Name: Gina Maisto Smith

Category: Law Firm: Lifetime Achievement

Firm/Company: Cozen O'Connor

Title: Shareholder and Chair, Institutional Response Group

Time in Position: Since 2017

What was your route to the top? 

I am a public servant at heart—within that framework, I do not view the construct of the "top" as my marker of success. The successful professional journey for me is marked by a tenacious and perpetual commitment to humility, warmheartedness, gratitude, excellence and passion. During my teens, my grandfather shared a 1976 Hubert H. Humphrey quote that framed the underpinnings of my professional passion and launched this journey: "The moral test of government is how it treats those in dawn of life, the youth; the twilight of life, the elderly; and the shadows of life, the sick, the needy and the handicapped." I first had the opportunity to live out that moral test by serving as a sex crimes, family violence and child abuse prosecutor for nearly 20 years. During that time, I had the privilege of walking with thousands of victims of abuse. My experience as a prosecutor energized and challenged me to find ways to serve victims in a way that went beyond what the law could offer. In my work I routinely observed that when abuse occurred in the context of an institutional setting (educational, religious, corporate, medical and child-serving organizations), institutional responses were often not aligned with underlying institutional values and missions. Effective prevention and compassionate responses were lacking—my identification of this gap sparked the creation of a unique practice area dedicated to effective and holistic institutional responses. Although ridiculed by some in the legal community when I introduced this practice in 2006, I was not daunted.

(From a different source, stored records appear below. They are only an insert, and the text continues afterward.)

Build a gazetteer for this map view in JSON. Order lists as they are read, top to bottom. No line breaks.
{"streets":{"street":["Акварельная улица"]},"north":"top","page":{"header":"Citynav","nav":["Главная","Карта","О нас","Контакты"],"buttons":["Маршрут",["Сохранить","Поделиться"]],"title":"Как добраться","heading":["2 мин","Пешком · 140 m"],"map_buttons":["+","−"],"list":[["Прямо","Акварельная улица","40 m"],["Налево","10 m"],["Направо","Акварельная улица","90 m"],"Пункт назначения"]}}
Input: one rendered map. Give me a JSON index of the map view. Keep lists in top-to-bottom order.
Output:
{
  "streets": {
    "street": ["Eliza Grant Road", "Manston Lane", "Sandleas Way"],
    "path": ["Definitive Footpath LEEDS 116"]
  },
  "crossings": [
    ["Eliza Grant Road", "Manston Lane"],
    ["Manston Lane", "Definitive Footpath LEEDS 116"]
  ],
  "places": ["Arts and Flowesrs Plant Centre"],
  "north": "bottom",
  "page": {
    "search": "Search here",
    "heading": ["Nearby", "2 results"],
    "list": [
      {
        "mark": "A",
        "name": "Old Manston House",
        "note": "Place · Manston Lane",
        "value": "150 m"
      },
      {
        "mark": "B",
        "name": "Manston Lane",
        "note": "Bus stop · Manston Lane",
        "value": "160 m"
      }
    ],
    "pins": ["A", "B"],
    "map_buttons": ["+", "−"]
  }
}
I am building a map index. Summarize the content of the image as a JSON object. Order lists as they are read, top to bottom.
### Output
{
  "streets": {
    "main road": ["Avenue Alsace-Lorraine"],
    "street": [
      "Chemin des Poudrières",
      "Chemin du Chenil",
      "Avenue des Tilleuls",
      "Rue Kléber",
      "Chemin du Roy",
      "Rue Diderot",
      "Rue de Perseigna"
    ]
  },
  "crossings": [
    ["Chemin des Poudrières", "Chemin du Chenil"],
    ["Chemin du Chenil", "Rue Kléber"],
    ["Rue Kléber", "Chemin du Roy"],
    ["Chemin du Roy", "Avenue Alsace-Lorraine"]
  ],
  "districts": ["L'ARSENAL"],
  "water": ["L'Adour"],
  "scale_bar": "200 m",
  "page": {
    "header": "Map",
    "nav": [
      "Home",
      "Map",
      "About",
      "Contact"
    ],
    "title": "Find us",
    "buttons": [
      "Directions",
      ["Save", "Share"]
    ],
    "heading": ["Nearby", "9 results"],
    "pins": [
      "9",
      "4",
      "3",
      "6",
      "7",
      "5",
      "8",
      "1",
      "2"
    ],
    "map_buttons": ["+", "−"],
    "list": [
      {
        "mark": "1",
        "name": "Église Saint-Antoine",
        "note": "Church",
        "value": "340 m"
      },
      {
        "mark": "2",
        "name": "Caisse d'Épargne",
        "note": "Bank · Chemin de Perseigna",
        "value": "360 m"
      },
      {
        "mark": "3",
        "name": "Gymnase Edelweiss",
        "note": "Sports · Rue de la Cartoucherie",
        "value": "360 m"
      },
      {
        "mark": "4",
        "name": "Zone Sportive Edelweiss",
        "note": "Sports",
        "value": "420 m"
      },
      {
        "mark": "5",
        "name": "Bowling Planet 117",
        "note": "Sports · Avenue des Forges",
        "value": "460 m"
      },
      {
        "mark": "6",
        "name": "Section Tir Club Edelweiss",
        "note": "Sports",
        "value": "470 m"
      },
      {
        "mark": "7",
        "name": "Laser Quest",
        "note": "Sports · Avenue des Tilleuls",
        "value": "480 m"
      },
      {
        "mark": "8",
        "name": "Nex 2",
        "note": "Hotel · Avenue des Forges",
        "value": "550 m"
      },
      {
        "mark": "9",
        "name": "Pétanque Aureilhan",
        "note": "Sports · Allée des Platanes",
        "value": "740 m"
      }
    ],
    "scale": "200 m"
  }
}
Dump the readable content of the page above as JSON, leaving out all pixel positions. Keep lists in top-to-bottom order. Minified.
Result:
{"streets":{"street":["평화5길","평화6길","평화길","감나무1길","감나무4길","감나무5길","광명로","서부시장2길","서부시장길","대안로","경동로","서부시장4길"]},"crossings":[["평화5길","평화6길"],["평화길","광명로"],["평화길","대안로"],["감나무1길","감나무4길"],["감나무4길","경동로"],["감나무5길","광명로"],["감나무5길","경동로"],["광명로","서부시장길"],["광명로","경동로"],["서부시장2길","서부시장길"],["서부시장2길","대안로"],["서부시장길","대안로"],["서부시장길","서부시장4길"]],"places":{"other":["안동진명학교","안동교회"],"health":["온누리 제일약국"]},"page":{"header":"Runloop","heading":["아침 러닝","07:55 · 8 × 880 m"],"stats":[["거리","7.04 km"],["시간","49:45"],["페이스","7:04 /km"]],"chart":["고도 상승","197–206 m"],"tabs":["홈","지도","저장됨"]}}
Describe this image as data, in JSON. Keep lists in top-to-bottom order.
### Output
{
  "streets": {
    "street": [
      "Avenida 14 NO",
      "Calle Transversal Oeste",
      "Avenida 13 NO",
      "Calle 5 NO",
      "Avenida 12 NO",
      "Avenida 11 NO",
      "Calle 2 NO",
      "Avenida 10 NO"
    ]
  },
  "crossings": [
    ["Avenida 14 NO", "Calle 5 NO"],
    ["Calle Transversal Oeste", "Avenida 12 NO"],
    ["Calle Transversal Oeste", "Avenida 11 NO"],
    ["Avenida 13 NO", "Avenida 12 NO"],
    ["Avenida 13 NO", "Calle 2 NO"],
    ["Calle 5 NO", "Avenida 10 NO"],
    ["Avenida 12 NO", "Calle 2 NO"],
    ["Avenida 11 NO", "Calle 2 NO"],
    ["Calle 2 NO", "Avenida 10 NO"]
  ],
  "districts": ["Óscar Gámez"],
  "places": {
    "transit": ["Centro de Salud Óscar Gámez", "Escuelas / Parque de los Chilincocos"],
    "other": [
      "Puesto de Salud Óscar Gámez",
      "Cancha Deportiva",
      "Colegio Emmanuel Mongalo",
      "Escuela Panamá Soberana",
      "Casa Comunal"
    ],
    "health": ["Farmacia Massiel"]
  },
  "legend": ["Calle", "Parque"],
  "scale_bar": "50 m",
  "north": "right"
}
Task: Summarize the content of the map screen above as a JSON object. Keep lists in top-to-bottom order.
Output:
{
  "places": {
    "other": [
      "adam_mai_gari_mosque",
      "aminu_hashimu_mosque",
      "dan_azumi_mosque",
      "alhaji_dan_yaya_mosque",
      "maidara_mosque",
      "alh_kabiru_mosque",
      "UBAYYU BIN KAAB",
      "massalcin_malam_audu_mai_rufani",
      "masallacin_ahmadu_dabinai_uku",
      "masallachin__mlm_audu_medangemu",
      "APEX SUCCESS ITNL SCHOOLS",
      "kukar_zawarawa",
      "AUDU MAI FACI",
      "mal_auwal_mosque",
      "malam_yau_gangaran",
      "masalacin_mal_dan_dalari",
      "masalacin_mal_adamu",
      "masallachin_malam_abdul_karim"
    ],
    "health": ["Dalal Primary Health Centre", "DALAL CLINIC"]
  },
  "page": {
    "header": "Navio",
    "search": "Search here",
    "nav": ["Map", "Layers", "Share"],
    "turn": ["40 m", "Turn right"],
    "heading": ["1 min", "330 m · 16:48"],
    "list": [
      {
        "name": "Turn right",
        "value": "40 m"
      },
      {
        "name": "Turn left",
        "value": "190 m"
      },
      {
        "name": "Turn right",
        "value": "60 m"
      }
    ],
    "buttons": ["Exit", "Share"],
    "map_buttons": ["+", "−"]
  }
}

I pressed on and established the nation's first practice of this kind—the Institutional Response Group. IRG has grown from one lawyer into a team of more than a dozen professionals. The practice is premised on a keen understanding of the unique psychological and cultural considerations attendant to child abuse and sexual, gender-based and interpersonal harassment and violence in the institutional setting.

I am grateful for the gift of this practice and note that the journey to the "top" emerged organically from a passion to meet a societal need. This success is tied to the combined efforts of the many who have come before me and others who now walk beside me. I strive to bring humility, warmheartedness, fluency and experience to every opportunity to serve others, and to instill and cultivate those same traits within the IRG team.

What keeps you up at night?

Maintaining consistency in providing values-based and excellent advice as the practice area grows keeps me awake at night. I am also challenged by the conundrum of delivering informed and affordable service to all populations that need assistance but may not have the resources.

What is the best leadership advice you've given or received, and why do you think it was effective?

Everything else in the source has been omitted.